The models were trained on 75% of the data (the training set) and then assessed on the remaining 25% (the test set) by the derivation of the area under the receiver operating characteristic curve (AUC), sensitivity, and specificity. Cases and their matched controls were kept together in one or other of the sets. The model’s performance measures (AUC, sensitivity and specificity) were assessed at different threshold values (cut-off points) between 0.1 to 0.5. If the predicted probability of a patient’s outcome was higher than the threshold value, then they were considered ‘high-risk’ of PC. The analyses were conducted by age in order to compare younger patients (aged 60 years and under) to older patients (more than 60 years).
We identified 1,144 patients with primary pancreatic tumours eligible for inclusion. Four age- and sex- matched controls were identified for 1,139 cases, whose male-to-female ratio was 0.957 and whose median age at diagnosis was 71 years. We were unable to find four controls for the remaining five cases: these were females with mean age of 93 years all of whom died within seven months from diagnosis. These cases were excluded.

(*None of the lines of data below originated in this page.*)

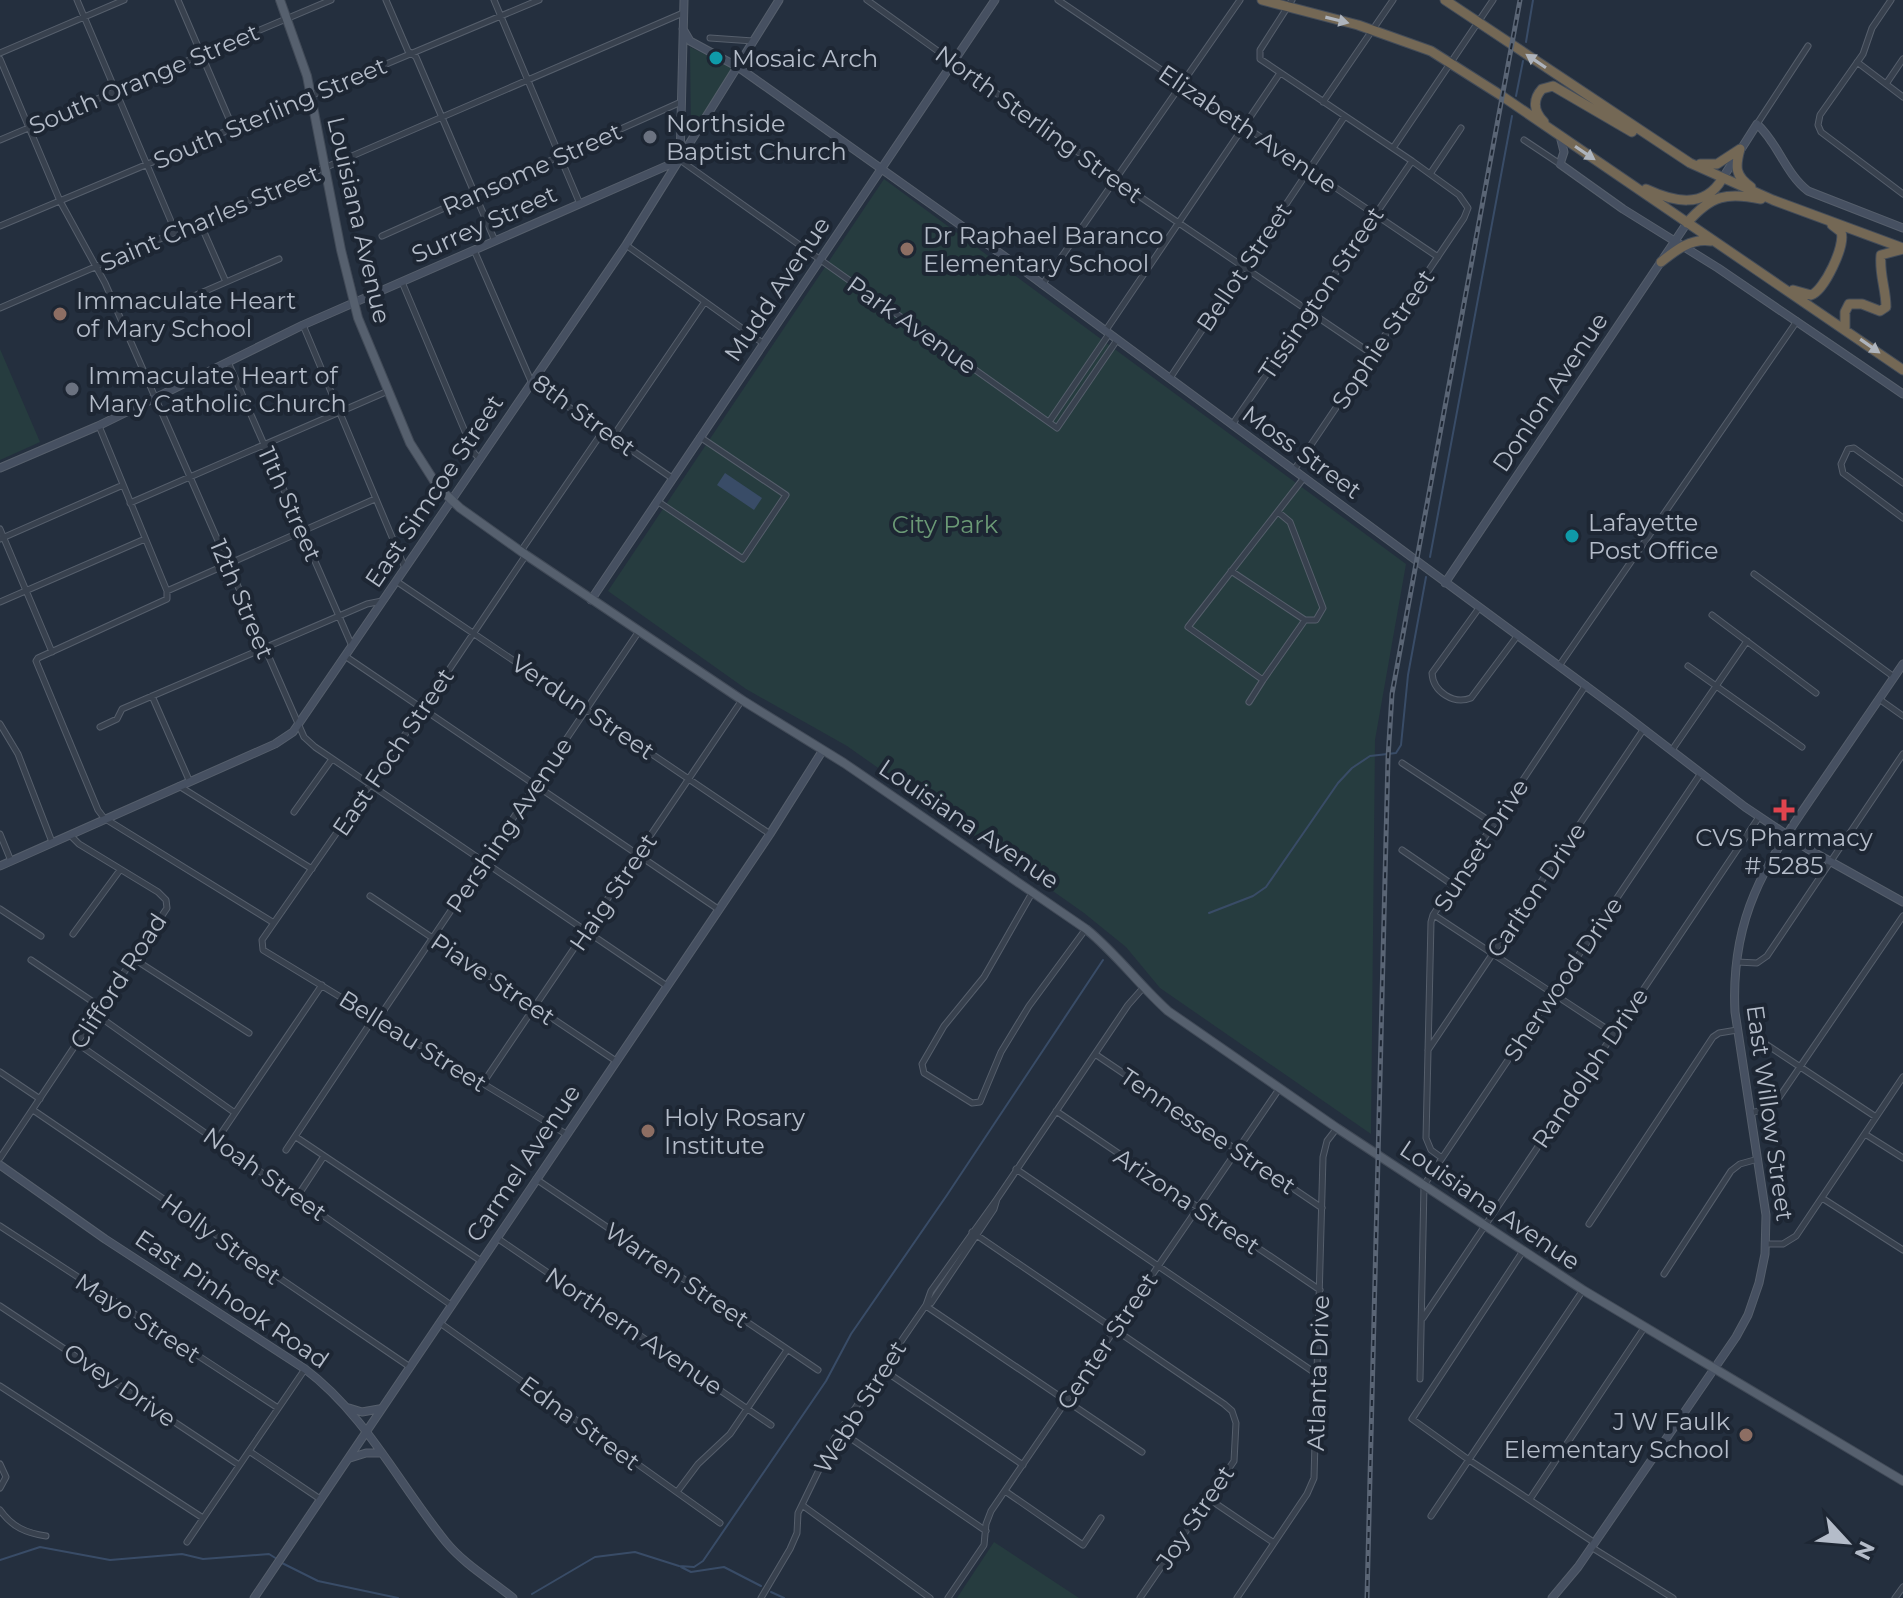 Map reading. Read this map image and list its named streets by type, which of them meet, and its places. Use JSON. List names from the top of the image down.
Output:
{
  "streets": {
    "main road": [
      "Louisiana Avenue",
      "Surrey Street",
      "Mudd Avenue",
      "Donlon Avenue",
      "Moss Street",
      "East Simcoe Street",
      "East Willow Street",
      "Carmel Avenue",
      "East Pinhook Road"
    ],
    "street": [
      "South Orange Street",
      "South Sterling Street",
      "North Sterling Street",
      "Elizabeth Avenue",
      "Ransome Street",
      "Saint Charles Street",
      "Bellot Street",
      "Tissington Street",
      "Park Avenue",
      "Sophie Street",
      "8th Street",
      "11th Street",
      "12th Street",
      "Verdun Street",
      "East Foch Street",
      "Pershing Avenue",
      "Sunset Drive",
      "Carlton Drive",
      "Haig Street",
      "Piave Street",
      "Sherwood Drive",
      "Clifford Road",
      "Belleau Street",
      "Randolph Drive",
      "Tennessee Street",
      "Noah Street",
      "Arizona Street",
      "Holly Street",
      "Warren Street",
      "Mayo Street",
      "Northern Avenue",
      "Center Street",
      "Atlanta Drive",
      "Ovey Drive",
      "Webb Street",
      "Edna Street",
      "Joy Street"
    ]
  },
  "crossings": [
    ["South Orange Street", "Louisiana Avenue"],
    ["South Orange Street", "12th Street"],
    ["South Sterling Street", "Louisiana Avenue"],
    ["South Sterling Street", "12th Street"],
    ["North Sterling Street", "Bellot Street"],
    ["North Sterling Street", "Mudd Avenue"],
    ["North Sterling Street", "Tissington Street"],
    ["North Sterling Street", "Sophie Street"],
    ["Elizabeth Avenue", "Bellot Street"],
    ["Elizabeth Avenue", "Tissington Street"],
    ["Elizabeth Avenue", "Sophie Street"],
    ["Saint Charles Street", "Louisiana Avenue"],
    ["Saint Charles Street", "12th Street"],
    ["Louisiana Avenue", "Surrey Street"],
    ["Louisiana Avenue", "Mudd Avenue"],
    ["Louisiana Avenue", "East Simcoe Street"],
    ["Louisiana Avenue", "East Foch Street"],
    ["Louisiana Avenue", "Pershing Avenue"],
    ["Louisiana Avenue", "Haig Street"],
    ["Louisiana Avenue", "Sherwood Drive"],
    ["Louisiana Avenue", "Randolph Drive"],
    ["Louisiana Avenue", "East Willow Street"],
    ["Louisiana Avenue", "Carmel Avenue"],
    ["Louisiana Avenue", "Center Street"],
    ["Louisiana Avenue", "Atlanta Drive"],
    ["Louisiana Avenue", "Webb Street"],
    ["Surrey Street", "Park Avenue"],
    ["Surrey Street", "8th Street"],
    ["Surrey Street", "East Simcoe Street"],
    ["Surrey Street", "11th Street"],
    ["Surrey Street", "12th Street"],
    ["Bellot Street", "Moss Street"],
    ["Mudd Avenue", "Park Avenue"],
    ["Mudd Avenue", "8th Street"],
    ["Mudd Avenue", "Moss Street"],
    ["Tissington Street", "Moss Street"],
    ["Park Avenue", "East Simcoe Street"],
    ["Sophie Street", "Moss Street"],
    ["Donlon Avenue", "Moss Street"],
    ["8th Street", "East Simcoe Street"],
    ["8th Street", "East Foch Street"],
    ["Moss Street", "East Simcoe Street"],
    ["Moss Street", "Sunset Drive"],
    ["Moss Street", "Carlton Drive"],
    ["Moss Street", "Sherwood Drive"],
    ["Moss Street", "Randolph Drive"],
    ["Moss Street", "East Willow Street"],
    ["East Simcoe Street", "11th Street"],
    ["East Simcoe Street", "12th Street"],
    ["East Simcoe Street", "Verdun Street"],
    ["East Simcoe Street", "Clifford Road"],
    ["12th Street", "East Foch Street"],
    ["12th Street", "Pershing Avenue"],
    ["12th Street", "Haig Street"],
    ["12th Street", "Carmel Avenue"],
    ["Verdun Street", "East Foch Street"],
    ["Verdun Street", "Pershing Avenue"],
    ["Verdun Street", "Haig Street"],
    ["Verdun Street", "Carmel Avenue"],
    ["East Foch Street", "Belleau Street"],
    ["Pershing Avenue", "Piave Street"],
    ["Pershing Avenue", "Belleau Street"],
    ["Sunset Drive", "Carlton Drive"],
    ["Sunset Drive", "Sherwood Drive"],
    ["Haig Street", "Piave Street"],
    ["Haig Street", "Belleau Street"],
    ["Piave Street", "Carmel Avenue"],
    ["Clifford Road", "Noah Street"],
    ["Clifford Road", "Holly Street"],
    ["Belleau Street", "Carmel Avenue"],
    ["Tennessee Street", "Center Street"],
    ["Tennessee Street", "Atlanta Drive"],
    ["Tennessee Street", "Webb Street"],
    ["Carmel Avenue", "Noah Street"],
    ["Carmel Avenue", "Holly Street"],
    ["Carmel Avenue", "Warren Street"],
    ["Carmel Avenue", "East Pinhook Road"],
    ["Carmel Avenue", "Northern Avenue"],
    ["Carmel Avenue", "Edna Street"],
    ["Arizona Street", "Center Street"],
    ["Arizona Street", "Atlanta Drive"],
    ["Arizona Street", "Webb Street"],
    ["Center Street", "Joy Street"],
    ["Webb Street", "Joy Street"]
  ],
  "parks": ["City Park"],
  "places": {
    "other": [
      "Mosaic Arch",
      "Northside Baptist Church",
      "Dr Raphael Baranco Elementary School",
      "Immaculate Heart of Mary School",
      "Immaculate Heart of Mary Catholic Church",
      "Lafayette Post Office",
      "Holy Rosary Institute",
      "J W Faulk Elementary School"
    ],
    "health": ["CVS Pharmacy # 5285"]
  },
  "north": "bottom right"
}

We derived the percentage of cases and controls who reported each symptom at any time during the 24 months prior to pancreatic cancer diagnosis (cases) or the index date (controls) (Table 1). Pearson’s chi-square test  was used to test if these observed differences between cases and controls for each symptom were by chance. Abdominal pain, irritable bowel syndrome and, constipation symptoms were reported around four times more frequently among cases than controls while gastrointestinal conditions and diabetes were twice as common. There was a negligible difference in the prevalence of genitourinary and immunological disorders. The prevalence of each symptom in every monthly interval before diagnosis among cases and controls varied by symptom. For example, reporting of jaundice was very different for cases and controls but only very close to diagnosis (S2–S9 Figs). By contrast, higher prevalence of gastrointestinal problems amongst cases was evident from 24 months onwards.
Month by month, cases reported more symptoms than controls throughout the whole period of observation (S10 Fig). The cumulative median number of symptoms in each time window was higher among cases but still substantial among controls (S10 Fig). The number of symptoms rose towards the diagnosis in both groups but especially in cases. Amongst patients reporting at least one symptom in a given month (on average, 80% of cases and 70% of controls) cases reported much higher total number of symptoms than controls in the same period (S10 Fig).

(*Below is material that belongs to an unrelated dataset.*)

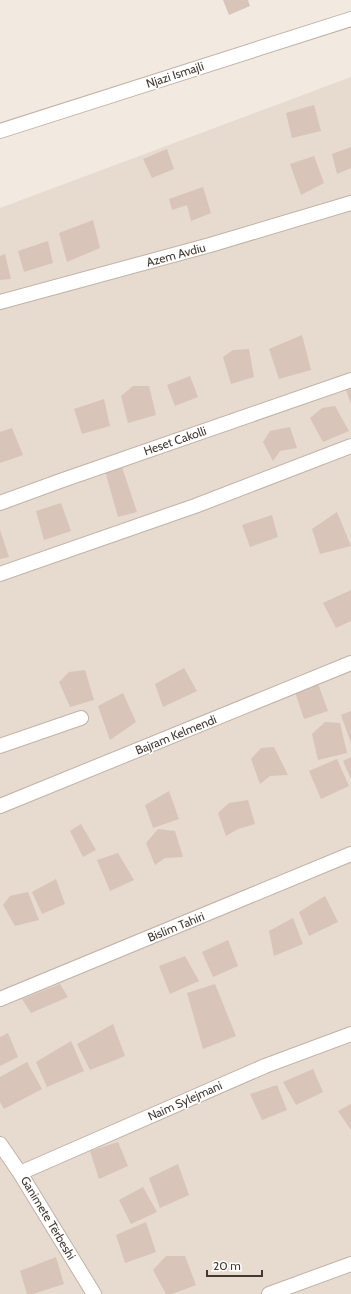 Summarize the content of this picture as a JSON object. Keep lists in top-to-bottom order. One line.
{"streets":{"street":["Njazi Ismajli","Azem Avdiu","Heset Cakolli","Bajram Kelmendi","Bislim Tahiri","Naim Sylejmani","Ganimete Tërbeshi"]},"crossings":[["Naim Sylejmani","Ganimete Tërbeshi"]],"scale_bar":"20 m"}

Multivariate logistic regression (LR) and random forest (RF) models presented similar results, indicating that the choice of model was not important. For simplicity we henceforth report outputs from only logistic regression models.
The performance of the models was checked in the 25% test set in every time window up to 20–24 months preceding diagnosis. An optimal cut-off for the predicted probability of outcome, where AUC is maximal, was determined separately for models in each time window. The AUC, sensitivity and, specificity were plotted corresponding to these optimal cut-offs against varying time periods. The AUC (which represents a measure or degree of separability of a true positive from a false positive at various threshold values) was optimal (highest) when using all available 24 months, including the period immediately prior to diagnosis, and decreased as the time window of analysis moved further away from diagnosis (Fig 2A). Sensitivity (the ability to correctly detect a patient who developed pancreatic cancer) was maximized at 73% at the time of diagnosis, dropping to 35% in younger and 53% in older patients in time windows prior to 6 months from diagnosis (Fig 2B). Specificity (the ability to correctly detect a patient who did not develop PC) ranged from 75%-88% across all time windows for all patients (Fig 2C). The model’s performance varied by age, with higher sensitivity and lower specificity in earlier months in the age-specific analyses, whilst the AUC was similar.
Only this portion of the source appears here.